The comments came as the group picked up a key advice practice from MLC in the fallout of the wealth giant’s acquisition by IOOF in August. Ascent Wealth, a previously Godfrey Pembroke-aligned firm headed by ex-FPA director Mark O’Toole, announced it would move to the Countplus-owned Count Financial following the acquisition.
Speaking to ifa prior to the announcement, Countplus chief executive Matthew Rowe raised questions about the viability of the institutional model in the advice industry going forward, and said practitioners would be looking for licensees that were increasing, rather than reducing their investment in advice.
“Vertically integrated businesses [are] still legal but whether it’s the right thing to be doing or not, that’s another topic of conversation,” Mr Rowe said.
“We are about trying to run a clean model, it’s purely user-pays and a focus on fee for service.”
Mr Rowe said while large aligned players still remained in the sector, time would tell whether the business model was ultimately sustainable.
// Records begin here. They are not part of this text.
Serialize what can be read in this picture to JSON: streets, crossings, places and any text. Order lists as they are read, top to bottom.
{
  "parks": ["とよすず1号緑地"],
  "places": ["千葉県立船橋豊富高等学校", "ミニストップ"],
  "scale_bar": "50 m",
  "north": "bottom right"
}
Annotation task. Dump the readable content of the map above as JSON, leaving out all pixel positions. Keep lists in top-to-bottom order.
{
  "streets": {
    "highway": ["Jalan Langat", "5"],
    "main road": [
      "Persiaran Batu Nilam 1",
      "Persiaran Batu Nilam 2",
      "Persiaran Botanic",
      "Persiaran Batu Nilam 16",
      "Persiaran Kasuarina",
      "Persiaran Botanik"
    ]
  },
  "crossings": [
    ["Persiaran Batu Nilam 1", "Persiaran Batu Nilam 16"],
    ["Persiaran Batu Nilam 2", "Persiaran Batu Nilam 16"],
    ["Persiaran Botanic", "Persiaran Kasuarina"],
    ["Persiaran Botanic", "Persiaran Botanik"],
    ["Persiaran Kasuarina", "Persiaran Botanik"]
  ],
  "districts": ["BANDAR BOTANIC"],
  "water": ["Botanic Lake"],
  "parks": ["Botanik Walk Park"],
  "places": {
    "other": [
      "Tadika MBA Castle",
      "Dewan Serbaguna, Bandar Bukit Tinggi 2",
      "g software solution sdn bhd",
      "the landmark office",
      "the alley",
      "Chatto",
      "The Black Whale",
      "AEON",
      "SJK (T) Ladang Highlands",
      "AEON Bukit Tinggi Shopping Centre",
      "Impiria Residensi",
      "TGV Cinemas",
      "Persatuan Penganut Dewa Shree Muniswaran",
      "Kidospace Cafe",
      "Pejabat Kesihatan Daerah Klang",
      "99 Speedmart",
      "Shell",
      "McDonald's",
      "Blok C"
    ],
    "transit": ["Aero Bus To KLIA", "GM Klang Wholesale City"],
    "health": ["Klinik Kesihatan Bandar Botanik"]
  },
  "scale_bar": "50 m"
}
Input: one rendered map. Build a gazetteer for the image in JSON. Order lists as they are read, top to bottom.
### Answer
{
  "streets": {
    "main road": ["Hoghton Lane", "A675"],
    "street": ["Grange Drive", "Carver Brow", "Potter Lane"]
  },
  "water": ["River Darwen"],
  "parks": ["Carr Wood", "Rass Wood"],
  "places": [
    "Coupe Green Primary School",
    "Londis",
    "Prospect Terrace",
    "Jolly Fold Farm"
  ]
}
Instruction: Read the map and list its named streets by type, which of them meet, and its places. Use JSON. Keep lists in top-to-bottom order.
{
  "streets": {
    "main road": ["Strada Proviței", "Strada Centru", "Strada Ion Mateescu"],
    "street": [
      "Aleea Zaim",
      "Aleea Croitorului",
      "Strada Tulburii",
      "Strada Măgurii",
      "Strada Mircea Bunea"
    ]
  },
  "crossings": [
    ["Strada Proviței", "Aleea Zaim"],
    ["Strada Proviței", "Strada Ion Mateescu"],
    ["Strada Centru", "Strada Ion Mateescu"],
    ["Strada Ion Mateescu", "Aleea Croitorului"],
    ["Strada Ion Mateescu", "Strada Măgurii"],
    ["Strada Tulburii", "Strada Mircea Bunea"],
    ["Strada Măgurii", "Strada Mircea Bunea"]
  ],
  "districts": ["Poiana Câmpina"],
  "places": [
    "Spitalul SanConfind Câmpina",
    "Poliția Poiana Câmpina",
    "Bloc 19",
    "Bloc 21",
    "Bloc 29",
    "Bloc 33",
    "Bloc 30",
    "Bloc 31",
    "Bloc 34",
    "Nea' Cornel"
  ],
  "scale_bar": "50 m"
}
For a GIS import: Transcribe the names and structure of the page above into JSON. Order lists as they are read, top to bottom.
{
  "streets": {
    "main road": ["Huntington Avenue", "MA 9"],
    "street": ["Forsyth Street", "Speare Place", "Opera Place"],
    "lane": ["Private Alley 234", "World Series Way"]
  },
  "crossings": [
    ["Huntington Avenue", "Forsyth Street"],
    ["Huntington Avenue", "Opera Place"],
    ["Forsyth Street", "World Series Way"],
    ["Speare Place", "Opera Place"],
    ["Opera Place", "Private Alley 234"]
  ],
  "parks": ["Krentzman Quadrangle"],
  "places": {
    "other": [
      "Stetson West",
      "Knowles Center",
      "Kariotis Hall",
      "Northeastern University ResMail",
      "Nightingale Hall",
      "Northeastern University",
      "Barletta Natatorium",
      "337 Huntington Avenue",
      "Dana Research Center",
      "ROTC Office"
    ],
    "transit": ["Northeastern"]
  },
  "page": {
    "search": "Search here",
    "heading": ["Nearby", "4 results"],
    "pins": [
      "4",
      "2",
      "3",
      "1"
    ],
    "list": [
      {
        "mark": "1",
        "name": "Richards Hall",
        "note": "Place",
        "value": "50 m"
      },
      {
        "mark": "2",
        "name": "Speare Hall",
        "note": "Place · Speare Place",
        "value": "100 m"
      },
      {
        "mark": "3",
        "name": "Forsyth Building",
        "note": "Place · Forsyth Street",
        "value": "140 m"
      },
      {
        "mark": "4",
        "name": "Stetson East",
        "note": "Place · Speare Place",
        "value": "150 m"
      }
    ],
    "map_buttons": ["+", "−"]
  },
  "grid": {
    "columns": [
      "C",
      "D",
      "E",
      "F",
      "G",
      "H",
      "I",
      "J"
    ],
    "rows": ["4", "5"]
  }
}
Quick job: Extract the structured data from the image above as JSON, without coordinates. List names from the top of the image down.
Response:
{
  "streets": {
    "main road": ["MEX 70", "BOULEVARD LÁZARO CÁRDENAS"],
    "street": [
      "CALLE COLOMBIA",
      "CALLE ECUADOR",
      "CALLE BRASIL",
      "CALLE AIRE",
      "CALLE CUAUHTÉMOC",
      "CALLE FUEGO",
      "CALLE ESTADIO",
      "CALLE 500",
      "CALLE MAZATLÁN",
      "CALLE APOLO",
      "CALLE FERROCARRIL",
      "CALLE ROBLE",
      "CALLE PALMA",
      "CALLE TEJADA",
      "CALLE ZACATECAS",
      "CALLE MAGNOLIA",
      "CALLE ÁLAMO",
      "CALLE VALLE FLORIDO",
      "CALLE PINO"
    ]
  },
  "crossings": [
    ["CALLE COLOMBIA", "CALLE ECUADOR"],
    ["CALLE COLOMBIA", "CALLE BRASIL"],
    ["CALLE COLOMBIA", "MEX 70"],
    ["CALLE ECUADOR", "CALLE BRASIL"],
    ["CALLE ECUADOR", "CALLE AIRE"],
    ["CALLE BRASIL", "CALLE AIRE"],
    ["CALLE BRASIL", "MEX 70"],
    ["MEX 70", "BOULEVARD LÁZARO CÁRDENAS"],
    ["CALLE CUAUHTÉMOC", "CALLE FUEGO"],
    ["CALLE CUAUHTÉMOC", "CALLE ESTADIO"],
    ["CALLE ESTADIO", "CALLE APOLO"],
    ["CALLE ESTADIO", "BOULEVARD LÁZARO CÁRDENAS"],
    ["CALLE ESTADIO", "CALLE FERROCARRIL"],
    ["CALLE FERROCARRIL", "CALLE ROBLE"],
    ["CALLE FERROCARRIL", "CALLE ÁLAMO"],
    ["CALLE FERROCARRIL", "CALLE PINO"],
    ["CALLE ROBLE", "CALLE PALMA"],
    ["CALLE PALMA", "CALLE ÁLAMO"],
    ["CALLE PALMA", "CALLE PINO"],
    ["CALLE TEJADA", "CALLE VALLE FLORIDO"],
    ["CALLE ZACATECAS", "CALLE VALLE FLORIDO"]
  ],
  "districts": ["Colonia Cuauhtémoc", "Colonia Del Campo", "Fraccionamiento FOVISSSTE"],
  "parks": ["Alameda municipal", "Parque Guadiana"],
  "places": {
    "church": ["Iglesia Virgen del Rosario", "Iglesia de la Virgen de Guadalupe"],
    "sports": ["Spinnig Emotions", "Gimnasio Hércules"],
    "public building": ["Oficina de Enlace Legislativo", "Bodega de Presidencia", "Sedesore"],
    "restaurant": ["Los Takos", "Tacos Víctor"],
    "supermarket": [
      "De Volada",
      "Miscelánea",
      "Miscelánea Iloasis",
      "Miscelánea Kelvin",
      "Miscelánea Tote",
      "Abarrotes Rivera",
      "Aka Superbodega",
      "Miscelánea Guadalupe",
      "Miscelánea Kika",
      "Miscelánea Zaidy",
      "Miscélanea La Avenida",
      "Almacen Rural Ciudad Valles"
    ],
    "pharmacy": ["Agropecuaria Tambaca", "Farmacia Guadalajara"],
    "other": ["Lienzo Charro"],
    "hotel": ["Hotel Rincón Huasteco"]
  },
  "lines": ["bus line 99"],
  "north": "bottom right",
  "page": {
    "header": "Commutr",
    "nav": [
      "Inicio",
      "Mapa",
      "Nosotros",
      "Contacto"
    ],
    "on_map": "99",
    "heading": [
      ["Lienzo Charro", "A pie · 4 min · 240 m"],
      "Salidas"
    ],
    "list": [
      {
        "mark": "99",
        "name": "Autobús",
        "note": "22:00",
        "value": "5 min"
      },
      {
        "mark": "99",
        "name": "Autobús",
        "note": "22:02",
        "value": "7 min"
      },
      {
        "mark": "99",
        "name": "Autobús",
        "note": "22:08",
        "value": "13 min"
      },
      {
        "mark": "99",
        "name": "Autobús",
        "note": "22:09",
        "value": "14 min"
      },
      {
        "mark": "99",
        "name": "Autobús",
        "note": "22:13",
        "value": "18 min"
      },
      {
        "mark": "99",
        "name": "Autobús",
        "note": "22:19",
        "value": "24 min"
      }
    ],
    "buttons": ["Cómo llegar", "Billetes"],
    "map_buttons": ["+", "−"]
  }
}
“AMP and IOOF will be there, [but] whether they survive or what they look like, who knows,” he said.
“I think AMP is in a bit of trouble and my only comment about IOOF is it’s a big acquisition they’ve made and they’ve paid a lot of money for it, so they’re going to have to make it work.
“They’re going to have to find a lot of cost synergies and expenses to be stripped out of the business at a time where we’re actually investing heavily in the business around capabilities and what advisers will need to be sustainable.”
Announcing his decision to join Count on Wednesday, Mr O’Toole said the group had presented an offer that included plenty of support and resources to help his practice be more efficient.
“Count Financial is running a clean model which has clear separation between product and advice – which is how we believe the best client outcomes can be achieved,” Mr O’Toole said.
“They also have a strong balance sheet and have invested in robust compliance and technology systems to enable us to better deliver quality advice to clients.”
Count Financial noted it had recruited more than 50 new advisers since January. However, this came on the back of a significant reduction in numbers as the previously CBA-aligned group transitioned to CountPlus ownership, with its adviser numbers almost halving from 413 in December 2018 to 241 in November this year.




Reading their annual report, it seems that CountPlus separate ‘Financial Planning’ and ‘Financial Services’ revenue. The first generated $11.78m, while ‘Financial Services’ generated $12.52M (At $50+m, Accounting Revenue seems the biggest business unit by some measure).
I’m not clear on the difference, but I found this section on page 56 interesting:
“”Financial services revenue includes revenue generated from services performed by authorised representatives of Count Financial and Total Financial Solutions Australia Limited (TFS) (both Australian Financial Services Licence holders) and[b] product margin rebates that are paid by product providers to TFS and Count Financial.”[/b][b][/b] (Emphasis mine).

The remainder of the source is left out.